Was he always distant with the kids? Is he busy with his new family? Is it a case of the kids remind him of what he's lost? Would either of you consider moving closer to eachother? Sounds awful OP but they have you

DiaryofWimpyMumm · 12/01/2023 18:37

My ex went awol with OW for 10 years. They've since split and one of my DS won't speak to him. The youngest DS speaks to him but very rarely

gretti · 12/01/2023 18:38

Singleandproud · 12/01/2023 18:26

DD sees her dad weekly but I bought her a laptop during lock down and set up Skype and sent him all the details but he barely used it. She has a phone now and they'll occasionally WhatsApp and they play an online chess game together but that's just moving the pieces not chatting.

If DDs away from home I'll text her good morning/good night everyday.

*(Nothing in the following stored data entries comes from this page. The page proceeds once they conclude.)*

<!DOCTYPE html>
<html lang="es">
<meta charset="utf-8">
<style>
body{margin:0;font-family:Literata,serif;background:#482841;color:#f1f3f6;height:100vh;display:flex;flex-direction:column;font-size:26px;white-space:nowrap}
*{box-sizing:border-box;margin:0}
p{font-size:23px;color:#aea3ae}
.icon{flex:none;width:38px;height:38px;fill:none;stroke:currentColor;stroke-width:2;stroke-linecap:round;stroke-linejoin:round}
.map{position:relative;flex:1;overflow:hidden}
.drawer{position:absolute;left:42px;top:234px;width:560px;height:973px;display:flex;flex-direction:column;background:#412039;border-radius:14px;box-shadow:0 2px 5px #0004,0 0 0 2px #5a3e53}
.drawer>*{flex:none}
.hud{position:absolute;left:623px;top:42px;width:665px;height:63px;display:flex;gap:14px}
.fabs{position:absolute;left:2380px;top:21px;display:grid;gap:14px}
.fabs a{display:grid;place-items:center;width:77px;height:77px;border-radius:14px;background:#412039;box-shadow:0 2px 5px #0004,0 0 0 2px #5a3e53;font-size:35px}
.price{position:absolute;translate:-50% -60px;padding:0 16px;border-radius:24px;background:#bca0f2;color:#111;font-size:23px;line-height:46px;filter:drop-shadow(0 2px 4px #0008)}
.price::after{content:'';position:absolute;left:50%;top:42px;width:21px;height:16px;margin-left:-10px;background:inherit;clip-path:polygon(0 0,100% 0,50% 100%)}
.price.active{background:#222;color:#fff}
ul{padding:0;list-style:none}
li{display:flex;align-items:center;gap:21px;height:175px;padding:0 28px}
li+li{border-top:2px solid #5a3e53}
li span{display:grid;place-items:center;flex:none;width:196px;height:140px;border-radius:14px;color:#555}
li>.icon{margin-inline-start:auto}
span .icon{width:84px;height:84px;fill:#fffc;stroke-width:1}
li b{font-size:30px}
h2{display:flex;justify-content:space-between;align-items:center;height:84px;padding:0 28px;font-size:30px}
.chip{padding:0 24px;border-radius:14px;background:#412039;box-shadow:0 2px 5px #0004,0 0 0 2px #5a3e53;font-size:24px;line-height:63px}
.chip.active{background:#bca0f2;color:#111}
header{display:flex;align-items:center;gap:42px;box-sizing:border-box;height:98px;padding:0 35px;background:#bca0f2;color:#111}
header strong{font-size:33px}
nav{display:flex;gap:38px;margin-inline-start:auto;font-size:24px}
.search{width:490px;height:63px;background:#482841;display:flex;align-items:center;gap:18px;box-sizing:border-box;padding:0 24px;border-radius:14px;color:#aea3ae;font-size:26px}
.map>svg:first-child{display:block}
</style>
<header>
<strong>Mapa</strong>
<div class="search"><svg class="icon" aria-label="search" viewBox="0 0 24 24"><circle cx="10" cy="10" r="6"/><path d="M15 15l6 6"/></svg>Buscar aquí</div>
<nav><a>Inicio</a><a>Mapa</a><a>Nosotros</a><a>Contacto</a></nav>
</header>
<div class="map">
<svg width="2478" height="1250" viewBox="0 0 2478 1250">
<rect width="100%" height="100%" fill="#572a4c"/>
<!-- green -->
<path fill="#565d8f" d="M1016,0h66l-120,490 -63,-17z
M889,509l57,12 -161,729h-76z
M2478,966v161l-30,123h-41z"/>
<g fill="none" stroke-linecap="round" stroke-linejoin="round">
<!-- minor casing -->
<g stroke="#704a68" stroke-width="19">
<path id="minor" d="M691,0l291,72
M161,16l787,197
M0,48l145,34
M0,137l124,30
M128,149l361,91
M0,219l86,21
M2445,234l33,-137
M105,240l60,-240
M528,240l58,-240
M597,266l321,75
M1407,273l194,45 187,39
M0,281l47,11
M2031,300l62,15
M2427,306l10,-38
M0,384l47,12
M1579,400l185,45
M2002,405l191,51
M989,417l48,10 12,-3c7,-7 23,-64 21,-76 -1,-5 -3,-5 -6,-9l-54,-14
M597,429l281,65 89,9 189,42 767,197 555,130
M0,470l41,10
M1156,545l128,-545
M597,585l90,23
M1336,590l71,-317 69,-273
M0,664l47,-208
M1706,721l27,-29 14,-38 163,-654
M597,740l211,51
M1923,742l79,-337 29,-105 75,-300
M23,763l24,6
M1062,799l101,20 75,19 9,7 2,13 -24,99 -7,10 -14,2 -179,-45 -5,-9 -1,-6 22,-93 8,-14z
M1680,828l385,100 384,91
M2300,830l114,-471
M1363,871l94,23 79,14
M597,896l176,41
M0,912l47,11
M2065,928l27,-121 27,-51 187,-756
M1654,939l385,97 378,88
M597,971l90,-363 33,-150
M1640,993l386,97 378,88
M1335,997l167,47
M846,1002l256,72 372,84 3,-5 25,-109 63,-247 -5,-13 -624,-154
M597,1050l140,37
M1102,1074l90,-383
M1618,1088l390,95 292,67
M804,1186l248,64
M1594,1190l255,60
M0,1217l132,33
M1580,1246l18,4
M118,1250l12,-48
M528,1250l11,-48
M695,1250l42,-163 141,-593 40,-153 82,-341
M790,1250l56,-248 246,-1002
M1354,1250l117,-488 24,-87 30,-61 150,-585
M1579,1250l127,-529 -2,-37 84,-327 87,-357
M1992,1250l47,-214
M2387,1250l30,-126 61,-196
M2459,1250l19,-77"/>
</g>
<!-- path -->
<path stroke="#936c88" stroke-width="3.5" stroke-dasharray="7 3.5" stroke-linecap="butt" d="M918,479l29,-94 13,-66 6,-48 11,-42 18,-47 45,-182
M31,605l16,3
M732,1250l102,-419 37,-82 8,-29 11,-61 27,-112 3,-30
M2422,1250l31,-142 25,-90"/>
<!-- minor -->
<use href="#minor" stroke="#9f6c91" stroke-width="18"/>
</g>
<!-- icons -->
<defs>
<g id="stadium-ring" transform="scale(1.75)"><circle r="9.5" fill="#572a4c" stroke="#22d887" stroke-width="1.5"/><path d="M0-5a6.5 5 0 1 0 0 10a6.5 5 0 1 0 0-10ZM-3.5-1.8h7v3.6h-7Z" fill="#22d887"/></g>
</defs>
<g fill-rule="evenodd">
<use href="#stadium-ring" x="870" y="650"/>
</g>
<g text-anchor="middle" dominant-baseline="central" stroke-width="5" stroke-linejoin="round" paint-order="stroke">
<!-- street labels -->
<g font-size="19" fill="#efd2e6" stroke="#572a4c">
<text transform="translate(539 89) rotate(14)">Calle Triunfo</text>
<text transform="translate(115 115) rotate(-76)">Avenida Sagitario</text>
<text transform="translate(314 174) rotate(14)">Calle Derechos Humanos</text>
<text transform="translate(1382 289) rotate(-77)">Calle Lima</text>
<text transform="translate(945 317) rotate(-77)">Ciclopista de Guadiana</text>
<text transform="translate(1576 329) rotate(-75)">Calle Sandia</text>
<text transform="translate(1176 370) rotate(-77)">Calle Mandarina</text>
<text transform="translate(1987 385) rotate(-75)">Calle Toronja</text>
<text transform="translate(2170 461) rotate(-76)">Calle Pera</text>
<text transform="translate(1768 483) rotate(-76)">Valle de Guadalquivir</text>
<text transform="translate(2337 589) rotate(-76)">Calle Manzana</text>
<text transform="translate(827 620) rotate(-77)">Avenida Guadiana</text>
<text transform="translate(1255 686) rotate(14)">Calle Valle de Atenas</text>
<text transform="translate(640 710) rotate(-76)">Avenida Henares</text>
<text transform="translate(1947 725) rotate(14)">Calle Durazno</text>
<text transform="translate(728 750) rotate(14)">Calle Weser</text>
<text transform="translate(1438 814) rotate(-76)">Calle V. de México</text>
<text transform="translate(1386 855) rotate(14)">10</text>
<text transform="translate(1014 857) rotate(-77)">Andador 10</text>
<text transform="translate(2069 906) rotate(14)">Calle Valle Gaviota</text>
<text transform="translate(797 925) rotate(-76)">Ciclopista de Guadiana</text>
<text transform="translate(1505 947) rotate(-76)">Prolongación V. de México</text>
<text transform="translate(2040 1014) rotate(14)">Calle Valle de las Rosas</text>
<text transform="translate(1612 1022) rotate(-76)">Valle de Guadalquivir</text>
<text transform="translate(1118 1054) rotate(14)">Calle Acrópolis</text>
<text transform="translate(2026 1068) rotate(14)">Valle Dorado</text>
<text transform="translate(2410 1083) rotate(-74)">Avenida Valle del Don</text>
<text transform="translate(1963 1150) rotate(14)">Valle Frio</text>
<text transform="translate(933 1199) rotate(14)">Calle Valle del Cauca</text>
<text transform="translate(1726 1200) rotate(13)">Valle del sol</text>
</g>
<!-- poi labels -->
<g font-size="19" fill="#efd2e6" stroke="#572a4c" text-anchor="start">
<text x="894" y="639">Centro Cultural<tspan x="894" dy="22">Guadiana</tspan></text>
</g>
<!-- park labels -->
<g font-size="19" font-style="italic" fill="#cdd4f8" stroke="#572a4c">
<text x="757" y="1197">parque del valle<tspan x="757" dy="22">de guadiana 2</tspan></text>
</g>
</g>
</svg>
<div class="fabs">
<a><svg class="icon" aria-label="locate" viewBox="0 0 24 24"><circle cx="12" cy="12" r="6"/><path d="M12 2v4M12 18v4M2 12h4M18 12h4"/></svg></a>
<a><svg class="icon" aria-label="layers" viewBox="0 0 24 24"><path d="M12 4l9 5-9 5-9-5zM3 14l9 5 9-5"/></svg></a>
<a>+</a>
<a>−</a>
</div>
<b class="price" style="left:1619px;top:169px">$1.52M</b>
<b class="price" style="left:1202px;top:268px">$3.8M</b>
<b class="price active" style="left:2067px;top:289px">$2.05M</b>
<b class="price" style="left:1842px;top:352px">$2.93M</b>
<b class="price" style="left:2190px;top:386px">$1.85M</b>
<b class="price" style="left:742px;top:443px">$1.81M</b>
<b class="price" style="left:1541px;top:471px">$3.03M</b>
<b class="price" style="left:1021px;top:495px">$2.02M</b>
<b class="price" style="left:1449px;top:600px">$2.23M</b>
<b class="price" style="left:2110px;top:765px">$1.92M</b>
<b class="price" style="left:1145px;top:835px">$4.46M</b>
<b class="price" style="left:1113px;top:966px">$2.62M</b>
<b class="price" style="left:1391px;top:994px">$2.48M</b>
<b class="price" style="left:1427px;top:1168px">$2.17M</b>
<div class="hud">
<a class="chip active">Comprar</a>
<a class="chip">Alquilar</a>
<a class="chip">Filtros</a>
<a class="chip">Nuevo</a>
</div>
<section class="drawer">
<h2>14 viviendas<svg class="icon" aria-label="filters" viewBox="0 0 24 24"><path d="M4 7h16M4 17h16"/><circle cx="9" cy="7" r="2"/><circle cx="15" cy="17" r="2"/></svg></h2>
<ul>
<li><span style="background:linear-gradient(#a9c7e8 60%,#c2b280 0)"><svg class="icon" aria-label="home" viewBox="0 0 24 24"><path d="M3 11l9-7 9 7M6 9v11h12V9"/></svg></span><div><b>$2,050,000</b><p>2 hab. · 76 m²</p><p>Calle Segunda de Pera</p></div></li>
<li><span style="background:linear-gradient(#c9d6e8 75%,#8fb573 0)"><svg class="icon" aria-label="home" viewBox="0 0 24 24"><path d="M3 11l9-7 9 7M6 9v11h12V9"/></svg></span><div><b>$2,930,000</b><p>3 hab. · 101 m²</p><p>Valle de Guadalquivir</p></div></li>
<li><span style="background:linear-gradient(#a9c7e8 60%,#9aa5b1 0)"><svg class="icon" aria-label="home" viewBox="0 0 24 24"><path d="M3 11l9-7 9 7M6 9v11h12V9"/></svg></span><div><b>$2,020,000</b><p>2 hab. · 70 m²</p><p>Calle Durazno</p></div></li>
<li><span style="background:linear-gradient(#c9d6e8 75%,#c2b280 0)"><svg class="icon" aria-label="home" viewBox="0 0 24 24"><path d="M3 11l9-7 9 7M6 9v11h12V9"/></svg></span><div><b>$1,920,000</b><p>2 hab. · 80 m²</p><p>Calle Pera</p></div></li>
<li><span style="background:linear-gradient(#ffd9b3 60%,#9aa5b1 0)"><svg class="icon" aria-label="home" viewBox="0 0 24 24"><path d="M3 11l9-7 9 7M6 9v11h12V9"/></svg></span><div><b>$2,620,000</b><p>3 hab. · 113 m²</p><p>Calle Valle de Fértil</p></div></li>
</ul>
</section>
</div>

I guess some if it is out of sight out of mind but I really can't imagine it happening the other way around.

Im exactly the same. I text the dcs/FaceTime them when they are with they're dad. I couldn't just not speak to them even for a weekend.

I've tried to encourage DS and his dad go online game together but it's never happened.

OP posts:
gretti · 12/01/2023 18:43

quietnightmare · 12/01/2023 18:33

Was he always distant with the kids? Is he busy with his new family? Is it a case of the kids remind him of what he's lost? Would either of you consider moving closer to eachother? Sounds awful OP but they have you

No I wouldn't move. I have my family here my son is in the right sen school. I also have another DS with my husband. He wouldn't be anymore supportive anyway. No change of him moving back. He's the one that left in the first place. He likes to be away from them I think.

He lost interest in the kids the minute I met my husband. He told me after he left that he would only come back for me. Not the kids. He even once offered to pay me to have him back. The minute I found someone else - 2 years later - he began losing interest in the kids. The minute he knew I was never going to take him back.

OP posts:
PeekAtYou · 12/01/2023 18:43

My ex has ds every other Saturday night. Most of the chat between my ex and ds is on the lines of "Leaving now. Google maps says ETA 1:03pm/OK" "Are you coming to my house this weekend?/Yes"

My ds is 16 and still happy to go to contact 11 years later.

On the other hand my dd is at uni and I struggle not to text at least once a day.